Unmarked and unrecognized, the antiquated eastern terminus of the Savannah and Ogeechee Canal sits just off Georgia Ports Authority Gate 1 at West River and Warner streets.
That’s in keeping with history. It wasn’t meant to be pretty. Built in the 1820s, when canals were highways of commerce, it was a 16.5-mile-long workhorse that connected Middle Georgia crops with Savannah River wharfs.
The original concept was grander. The completion of the Erie Canal in 1825 opened new markets in the Northeast and Great Lakes, and businessmen in Georgia hoped to reap those same benefits. But, when financial efforts to link the Altamaha, Ogeechee and Savannah rivers failed, construction on the Savannah and Ogeechee project started in 1826.
Hundreds of African-American slaves and Irish immigrants labored for years to complete the project. In March of 1828, the work force numbered 577. The canal was completed in December of 1830.
Expectations were then high. One Savannah newspaper predicted the canal would move enough cotton and timber to make the city the leading port of the South. That did not happen. The Central of Georgia Railroad, which opened a few years later, pulled much of that traffic instead.
Still, the canal proved moderately successful. Through the 1840s and 1850s, it barged a myriad of products, including cotton, timber, guano, bricks and produce. Several industries opened along or near its banks, including sawmills, brick yards and warehouses. In December of 1864, canal facilities were damaged when United States and Confederate forces skirmished along its western terminus (now the site of the Savannah-Ogeechee Canal Museum and Nature Center).
The canal rebounded briefly. But its largely stagnant waters and constantly overrun banks were connected to the 1876 yellow fever epidemic that claimed more than 1,000 lives, and by the early 1890s it was largely closed to commercial operations.

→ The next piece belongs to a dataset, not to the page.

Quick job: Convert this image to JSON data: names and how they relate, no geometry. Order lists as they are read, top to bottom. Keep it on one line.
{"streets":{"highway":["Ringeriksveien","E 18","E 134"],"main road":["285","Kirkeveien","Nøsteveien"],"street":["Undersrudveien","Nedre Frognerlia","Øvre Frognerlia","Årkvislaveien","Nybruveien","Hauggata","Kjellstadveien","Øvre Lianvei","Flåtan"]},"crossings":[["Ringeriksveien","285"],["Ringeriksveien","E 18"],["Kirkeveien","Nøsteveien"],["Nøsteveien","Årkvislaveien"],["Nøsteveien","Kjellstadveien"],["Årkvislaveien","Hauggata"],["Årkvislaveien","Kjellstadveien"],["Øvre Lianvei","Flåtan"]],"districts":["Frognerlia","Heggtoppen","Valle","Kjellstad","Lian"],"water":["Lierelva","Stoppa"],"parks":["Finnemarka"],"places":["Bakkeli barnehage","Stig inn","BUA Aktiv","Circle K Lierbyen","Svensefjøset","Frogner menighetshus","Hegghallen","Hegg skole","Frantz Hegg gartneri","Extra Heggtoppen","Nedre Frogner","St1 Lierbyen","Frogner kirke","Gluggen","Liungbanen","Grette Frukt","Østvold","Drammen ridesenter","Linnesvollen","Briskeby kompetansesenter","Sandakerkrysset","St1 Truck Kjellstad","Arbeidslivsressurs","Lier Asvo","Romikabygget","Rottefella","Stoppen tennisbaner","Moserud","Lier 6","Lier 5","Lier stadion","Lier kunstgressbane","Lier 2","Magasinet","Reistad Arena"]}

Though traffic was diminished, activity remained high on streets near the canal’s eastern terminus. Insurance maps marked The Ocean Steamship Co. (now the GPA’s Ocean Terminal), which lined four cotton warehouses adjacent to the canal, along with a resin dock and an elevator on its western bank. Other nearby structures included a cotton press, an ice-and-cold storage house and brick tenements.

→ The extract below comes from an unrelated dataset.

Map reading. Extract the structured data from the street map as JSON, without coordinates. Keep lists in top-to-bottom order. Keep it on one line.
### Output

Now, as the 200th anniversary of the canal approaches, it’s again surrounded by activity and construction. The 200-acre Ocean Terminal, which boasts five berths and handles breakbulk commodities, dominates the neighborhood. A popular distillery and brewery attract crowds to Indian Street, and a massive apartment project is scheduled to open this year.

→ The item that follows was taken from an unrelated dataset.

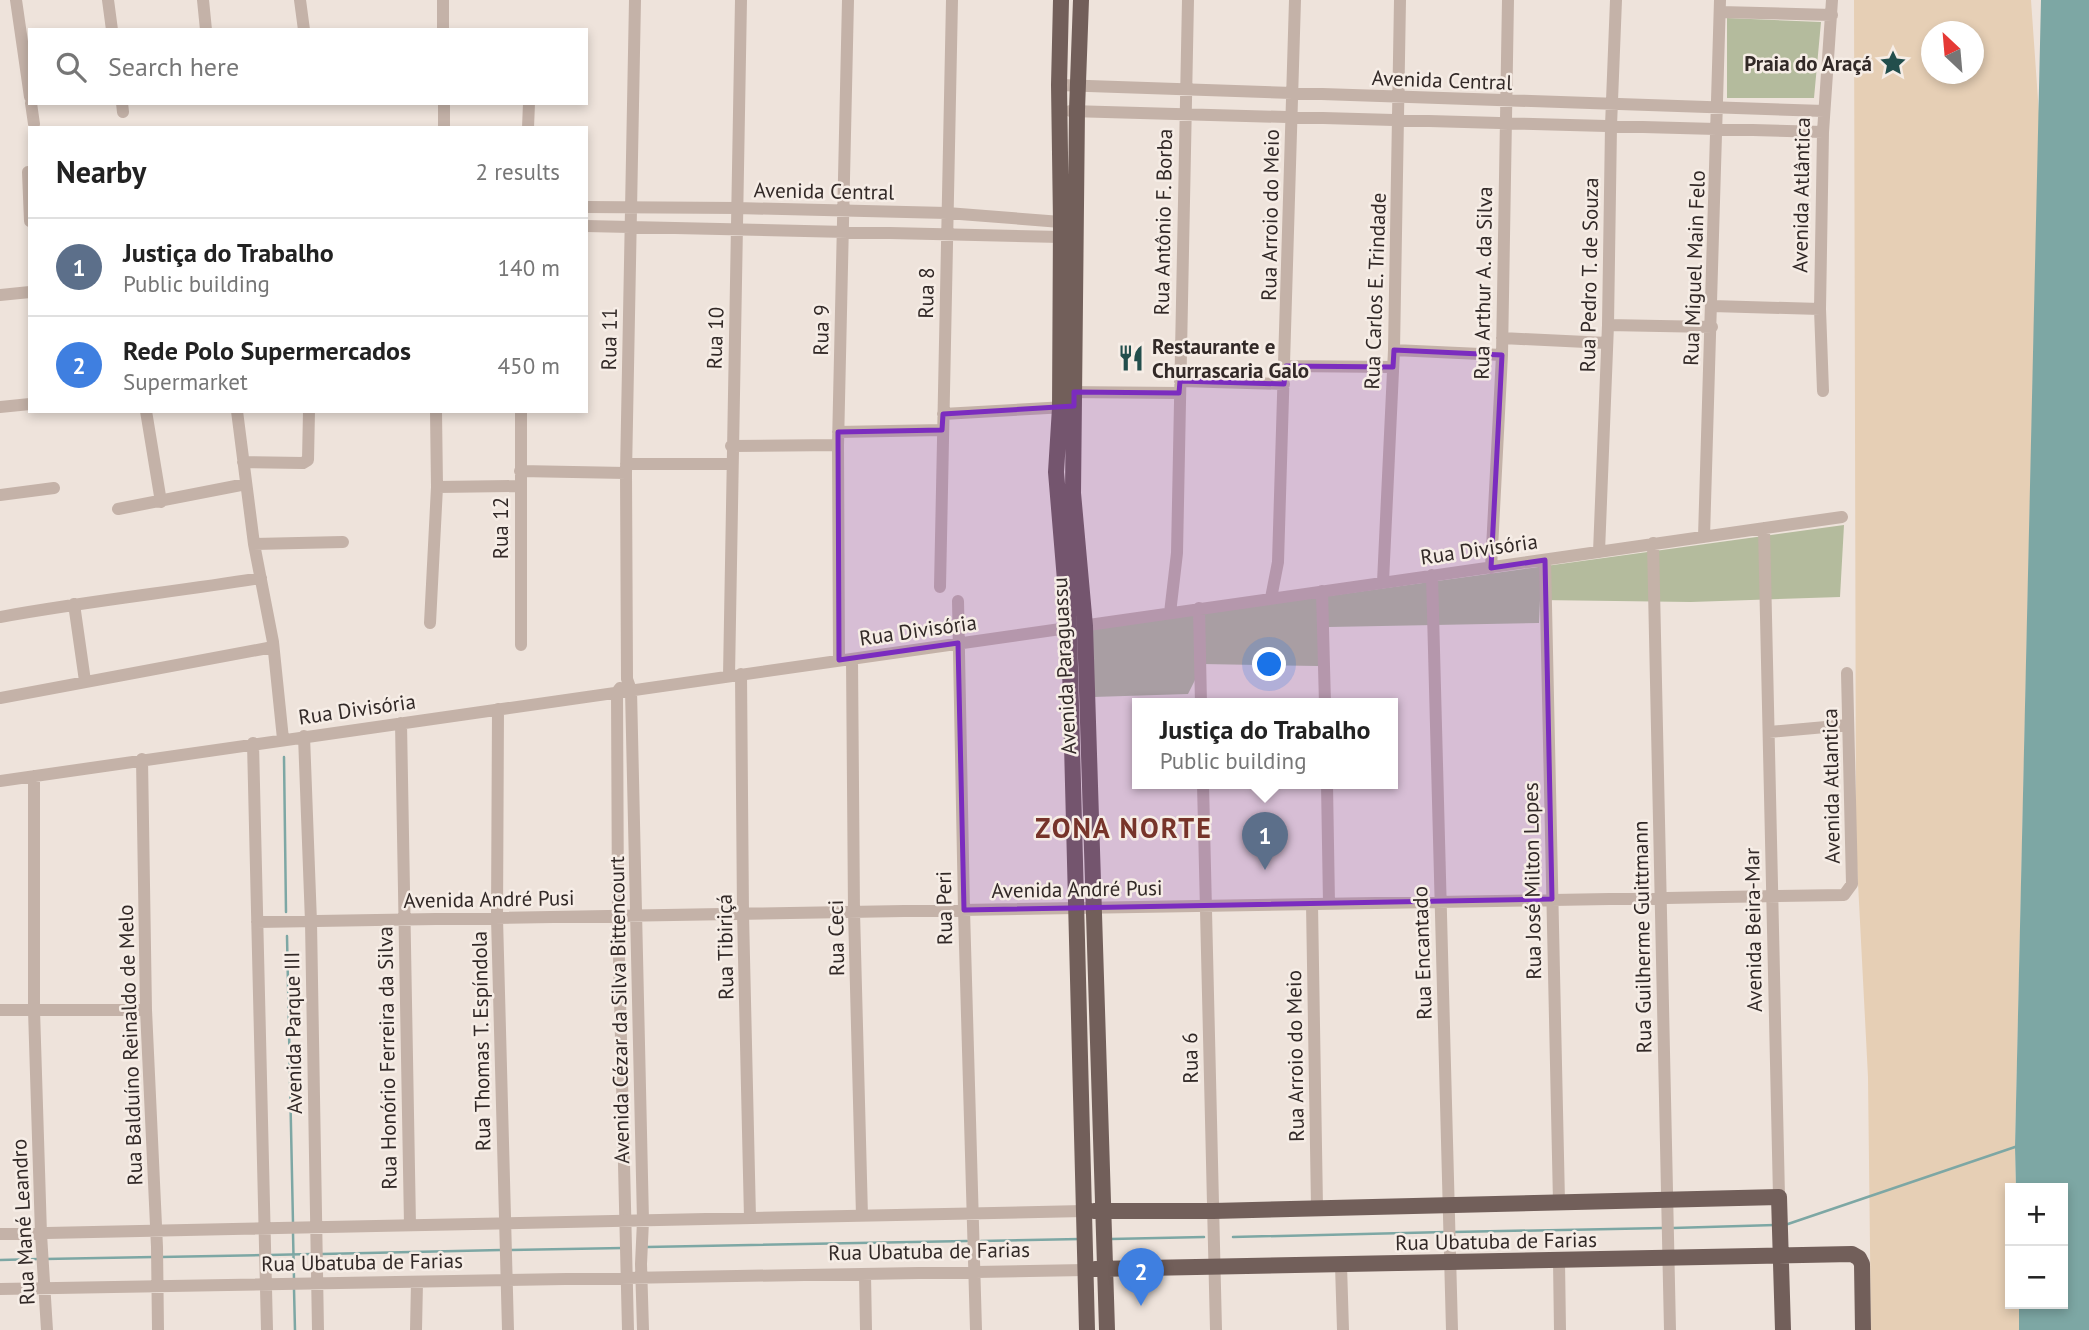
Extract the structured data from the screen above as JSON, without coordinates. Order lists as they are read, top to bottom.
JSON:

The canal terminus will remain unaffected. It, and the rest of the canal, were placed on the National Register of Historic Places in 1997.
Sources: New Georgia Encyclopedia; “Savannah & Ogeechee Barge Canal,” Historic American Engineering Record, National Park Service; National Register of Historic Places Registration Form for the Savannah and Ogeechee Canal; 1884, 1888, 1898 Sanborn Fire Insurance maps, Library of Congress Web site; gaports.com.